The White House and "Liberal Judicial Philosophy"


On "Face the Nation" two days ago, CBS Chief Legal Correspondent Jan Crawford discussed some documents she unearthed that will "give the White House something else to think about" regarding Elena Kagan's nomination to the Supreme Court.  Bob Schieffer first offered that one of the main reasons that Kagan was Obama's choice was the fact that she would be "easily confirmed."  But these documents proved that Kagan was "a lot more liberal than people realize."  According to Crawford (you might want to sit down as you continue reading, by the way):
These documents have her squarely within mainstream liberal thought.  She’s worried about this conservative Supreme Court undoing rulings that would give a woman the right to an abortion, she’s worried about gun rights, saying she is not sympathetic to an individual’s right to own a handgun, she’s concerned about some conservative rulings scaling back rights of criminals, that’s basic, mainstream liberal thought.
So basically, for a Democratic President to nominate a person to the Supreme Court who would not overturn Roe, Miranda et al., and would agree with Judge Robert Bork that the Second Amendment "guarantee[s] the right of states to form militia, not for individuals to bear arms" would bring a fight with conservatives that President Obama does not want?  

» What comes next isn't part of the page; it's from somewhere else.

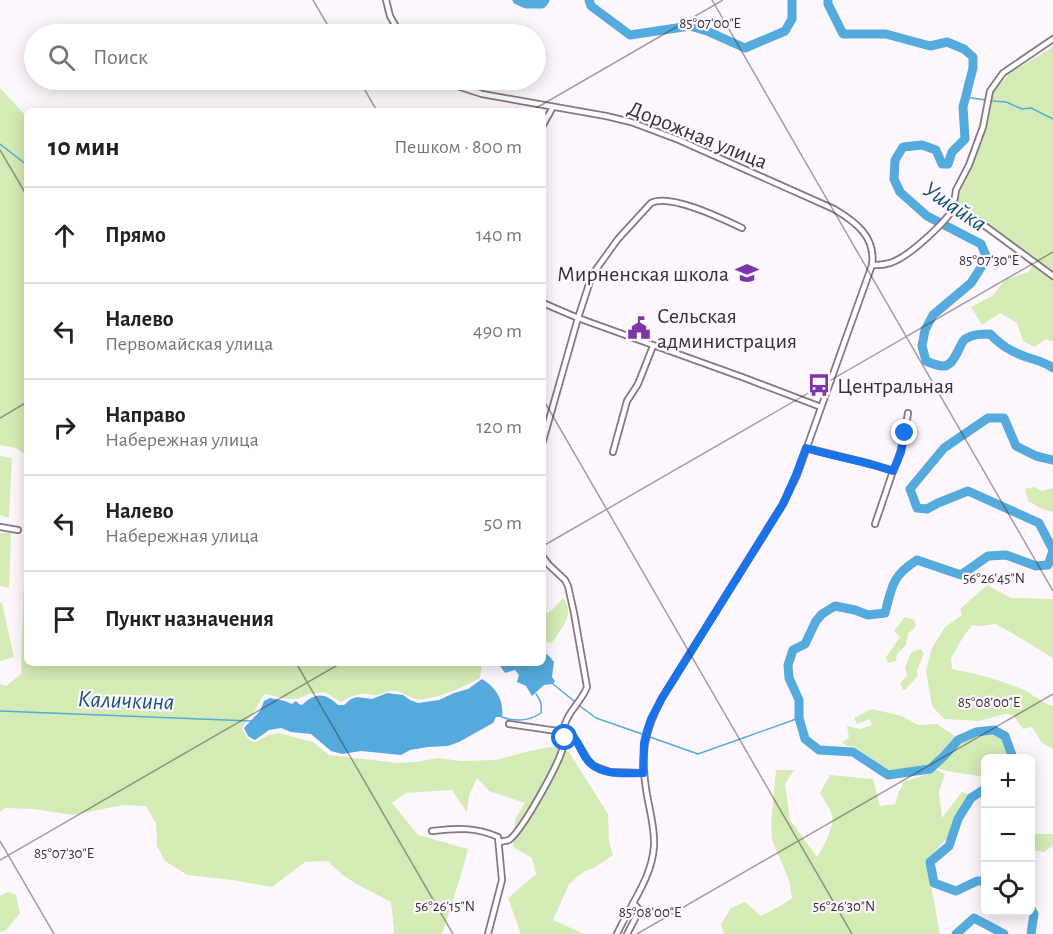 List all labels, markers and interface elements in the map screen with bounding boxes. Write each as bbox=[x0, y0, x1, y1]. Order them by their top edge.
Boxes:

This, in a nutshell, highlights the challenge facing progressives in modern American politics.  

As Guy has argued, judicial nominations offer an "opportunity to debate the purpose of the Court, to explore alternative constitutional visions, and to argue about constitutional meaning."  Instead, the White House has fought back the notion that Kagan is a liberal with a vengeance, as if, in Crawford's words, "it's a smear to say their nominee is a liberal."

In the end, judicial nominations are fights over meaning.  Presently, the conservatives hold the clear upper hand: their judges are "paragons of judicial restraint," while liberal judges are "judicial activists" hell-bent on rewriting the Constitution to their liking.  Rather than offer a counter-narrative, President Obama has chosen to accept the conservative narrative as his own.  That is unfortunate.  He is thinking about his political future in the short term, when he should be thinking "long term for the Court and the law and liberal judicial philosophy.”